Dan sialnya, ketika Murad tidak hadir pada malam pernikahan mereka, Malik menyerahkan diri bagai penyakit yang membuat Isha semakin kesal. Mengapa harus Malik yang menjadi suaminya? Mengapa Murad tak datang padahal ini adalah hari yang mereka impikan bersama semenjak mereka menjalin hubungan.

Dalam diam air mata Isha menetes. Menangisi hidupnya yang tidak sesuai dengan ekspektasinya selama ini. Menangisi cintanya yang harus kandas di tengah jalan. Menangisi dirinya yang terpaksa menjadi istri Malik tanpa cinta, hanya demi menjaga nama baik keluarga ini agar tidak terlalu didera rasa malu.

Malik usai sholat isya ketika pintu kamarnya diketuk dari luar.

“Mal? Isha? Ayah menunggu di ruang tengah.” Rosminah memanggil di depan pintu.

Malik dan Isha saling menatap, tak tahu siapa yang harus menjawab.

“Ya, Bu. Kami segera ke sana,” jawab Isha akhirnya.

“Jangan lama-lama,” pesan Rosminah.

Malik melepas sarung yang dikenakannya dan melipatnya. Sajadah yang tadi digelarnya juga digulung dengan rapi.

“Sebaiknya kita keluar bersama, agar tidak menimbulkan kecurigaan mereka.” Malik memberi saran.

“Memangnya mengapa kalau mereka curiga? Toh, ayah dan ibu tahu, kan, mengapa dan untuk apa pernikahan ini berlangsung?” Isha malah bersikap ketus, membuat Malik memilih untuk diam.

Dia tahu Isha sedang dalam kondisi tidak stabil. Jika Malik ikut terbawa arus emosinya, maka semua usahanya hari ini akan sia-sia belaka.

“Kita keluar sekarang? Ayah dan ibu sudah menunggu.” Malik mengulangi kalimat ajakannya.

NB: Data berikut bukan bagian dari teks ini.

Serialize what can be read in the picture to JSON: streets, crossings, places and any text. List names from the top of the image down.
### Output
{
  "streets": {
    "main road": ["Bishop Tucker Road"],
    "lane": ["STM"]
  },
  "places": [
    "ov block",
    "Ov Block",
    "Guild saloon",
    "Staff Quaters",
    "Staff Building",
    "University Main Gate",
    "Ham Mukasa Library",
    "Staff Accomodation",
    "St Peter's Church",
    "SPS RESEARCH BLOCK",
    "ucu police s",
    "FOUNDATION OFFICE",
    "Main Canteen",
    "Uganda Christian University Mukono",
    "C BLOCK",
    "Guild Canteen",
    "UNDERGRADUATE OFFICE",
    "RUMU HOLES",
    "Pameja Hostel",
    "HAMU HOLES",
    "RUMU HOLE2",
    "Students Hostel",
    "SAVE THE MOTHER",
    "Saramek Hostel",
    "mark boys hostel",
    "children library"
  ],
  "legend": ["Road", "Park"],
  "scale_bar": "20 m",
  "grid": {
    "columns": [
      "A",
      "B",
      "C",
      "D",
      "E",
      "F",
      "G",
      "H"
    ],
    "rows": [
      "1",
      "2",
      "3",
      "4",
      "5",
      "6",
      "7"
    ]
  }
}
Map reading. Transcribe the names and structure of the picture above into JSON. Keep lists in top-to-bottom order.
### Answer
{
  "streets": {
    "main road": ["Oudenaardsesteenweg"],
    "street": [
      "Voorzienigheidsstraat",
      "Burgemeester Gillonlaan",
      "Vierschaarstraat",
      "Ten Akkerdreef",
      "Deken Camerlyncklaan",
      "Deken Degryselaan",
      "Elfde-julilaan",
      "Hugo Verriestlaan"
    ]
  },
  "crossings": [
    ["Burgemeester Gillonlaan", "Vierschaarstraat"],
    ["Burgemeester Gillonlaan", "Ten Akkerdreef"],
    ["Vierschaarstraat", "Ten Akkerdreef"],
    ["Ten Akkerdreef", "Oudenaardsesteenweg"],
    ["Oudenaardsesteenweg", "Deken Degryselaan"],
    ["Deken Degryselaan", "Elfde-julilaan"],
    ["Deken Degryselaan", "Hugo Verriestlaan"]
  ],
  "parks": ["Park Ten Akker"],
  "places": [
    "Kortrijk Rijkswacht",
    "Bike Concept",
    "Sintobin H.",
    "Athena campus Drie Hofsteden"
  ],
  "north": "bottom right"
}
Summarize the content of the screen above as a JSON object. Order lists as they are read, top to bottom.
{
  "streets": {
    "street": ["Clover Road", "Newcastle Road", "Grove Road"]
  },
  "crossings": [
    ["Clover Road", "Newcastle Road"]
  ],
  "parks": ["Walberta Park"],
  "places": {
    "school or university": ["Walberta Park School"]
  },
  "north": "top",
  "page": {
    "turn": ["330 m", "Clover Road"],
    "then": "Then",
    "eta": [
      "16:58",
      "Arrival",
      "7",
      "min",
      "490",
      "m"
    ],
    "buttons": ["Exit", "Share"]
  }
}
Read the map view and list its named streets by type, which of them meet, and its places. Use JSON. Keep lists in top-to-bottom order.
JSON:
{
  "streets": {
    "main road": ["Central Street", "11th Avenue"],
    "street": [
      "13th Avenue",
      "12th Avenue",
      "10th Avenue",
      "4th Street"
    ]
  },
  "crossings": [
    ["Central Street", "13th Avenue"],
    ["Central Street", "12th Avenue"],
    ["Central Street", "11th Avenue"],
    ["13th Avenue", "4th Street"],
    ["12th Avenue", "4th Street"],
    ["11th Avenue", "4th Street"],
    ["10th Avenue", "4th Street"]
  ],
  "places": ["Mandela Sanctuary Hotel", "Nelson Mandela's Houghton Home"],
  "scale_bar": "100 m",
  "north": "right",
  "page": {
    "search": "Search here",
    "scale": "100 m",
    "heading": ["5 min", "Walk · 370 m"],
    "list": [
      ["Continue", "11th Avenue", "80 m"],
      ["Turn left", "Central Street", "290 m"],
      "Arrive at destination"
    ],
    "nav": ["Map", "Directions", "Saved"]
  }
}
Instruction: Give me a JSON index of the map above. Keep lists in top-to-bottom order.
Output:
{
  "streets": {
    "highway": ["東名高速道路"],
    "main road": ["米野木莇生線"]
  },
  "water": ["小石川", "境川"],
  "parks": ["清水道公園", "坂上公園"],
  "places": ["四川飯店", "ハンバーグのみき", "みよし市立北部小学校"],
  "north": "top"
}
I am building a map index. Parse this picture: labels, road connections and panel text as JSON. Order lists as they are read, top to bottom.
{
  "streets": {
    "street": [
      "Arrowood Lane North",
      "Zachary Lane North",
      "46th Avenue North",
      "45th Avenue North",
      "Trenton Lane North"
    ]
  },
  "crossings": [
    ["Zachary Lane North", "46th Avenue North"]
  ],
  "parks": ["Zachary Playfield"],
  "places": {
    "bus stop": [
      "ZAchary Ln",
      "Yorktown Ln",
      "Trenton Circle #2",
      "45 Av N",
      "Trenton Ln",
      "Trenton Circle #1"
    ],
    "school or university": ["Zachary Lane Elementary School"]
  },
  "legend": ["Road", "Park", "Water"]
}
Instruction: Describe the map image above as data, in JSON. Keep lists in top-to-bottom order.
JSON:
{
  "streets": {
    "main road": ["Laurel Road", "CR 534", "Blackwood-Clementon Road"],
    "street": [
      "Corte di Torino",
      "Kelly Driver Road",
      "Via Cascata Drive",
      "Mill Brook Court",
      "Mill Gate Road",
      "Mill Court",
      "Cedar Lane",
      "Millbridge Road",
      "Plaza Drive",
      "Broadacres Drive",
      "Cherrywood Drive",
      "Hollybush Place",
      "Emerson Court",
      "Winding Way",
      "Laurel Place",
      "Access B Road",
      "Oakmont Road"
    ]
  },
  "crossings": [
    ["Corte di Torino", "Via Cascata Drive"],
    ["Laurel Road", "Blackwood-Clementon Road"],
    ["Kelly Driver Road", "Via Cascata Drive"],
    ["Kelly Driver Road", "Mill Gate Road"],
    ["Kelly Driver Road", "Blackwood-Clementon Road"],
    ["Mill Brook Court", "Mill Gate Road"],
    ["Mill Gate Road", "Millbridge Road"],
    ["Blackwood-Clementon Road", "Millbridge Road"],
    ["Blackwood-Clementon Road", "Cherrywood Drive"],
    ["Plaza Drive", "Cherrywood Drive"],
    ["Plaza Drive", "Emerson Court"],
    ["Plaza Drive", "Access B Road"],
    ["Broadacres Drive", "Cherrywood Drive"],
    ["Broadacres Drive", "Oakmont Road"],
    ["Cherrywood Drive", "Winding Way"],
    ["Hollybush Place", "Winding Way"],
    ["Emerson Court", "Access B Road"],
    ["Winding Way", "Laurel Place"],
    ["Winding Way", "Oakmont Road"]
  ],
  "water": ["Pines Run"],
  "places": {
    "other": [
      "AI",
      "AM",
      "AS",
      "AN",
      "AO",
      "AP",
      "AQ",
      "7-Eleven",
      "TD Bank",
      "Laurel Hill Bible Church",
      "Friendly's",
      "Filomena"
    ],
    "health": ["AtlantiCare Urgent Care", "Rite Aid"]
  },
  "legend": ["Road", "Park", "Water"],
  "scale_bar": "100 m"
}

Meski dengan ekspresi yang sangat tak sedap dilihat, tetapi Isha akhirnya keluar juga. Dia berjalan mendahului Malik, sementara Malik mengekor di belakangnya. Tak ada sedikitpun amarah yang muncul di hati Malik dengan sikap Isha kali ini. Sebisa mungkin dia akan memaklumi apapun yang Isha lakukan, karena Malik tahu, ini semua terlalu berat untuk Isha tanggung sendiri. Sekarang, Isha adalah istrinya dan dia berkewajiban memberikan kenyamanan pada perempuan itu. Apalagi situasi sedang tidak baik-baik saja di awal pernikahan tak terencana ini.

“Ayah memanggil kami?” tanya Isha ketika dia dan Malik tiba di ruang tengah.

Di sana Ridwan dan Rosminah sudah menunggu. Dua cangkir kopi juga sudah Rosinah buat untuk Malik dan Ridwan.

“Ya. Duduklah. Ayah ingin bicara dengan kalian berdua,” jawab Ridwan.

Isha mendahului duduk dengan wajah cemberut, sementara Malik menyusul duduk di sebelahnya. Akan tetapi Isha segera beringsut menjauh ketika dirasanya Malik duduk terlalu dekat. Ridwan menatap sikap Isha ini dengan perasaan tak nyaman, merasa tak enak hati dengan Malik.

“Malik, Isha … kali ini Ayah mau bicara baik-baik dengan kalian berdua.” Ridwan mengawali pembicaraan ini dengan kalimat bijak, sementara Rosinah hanya duduk mendengarkan.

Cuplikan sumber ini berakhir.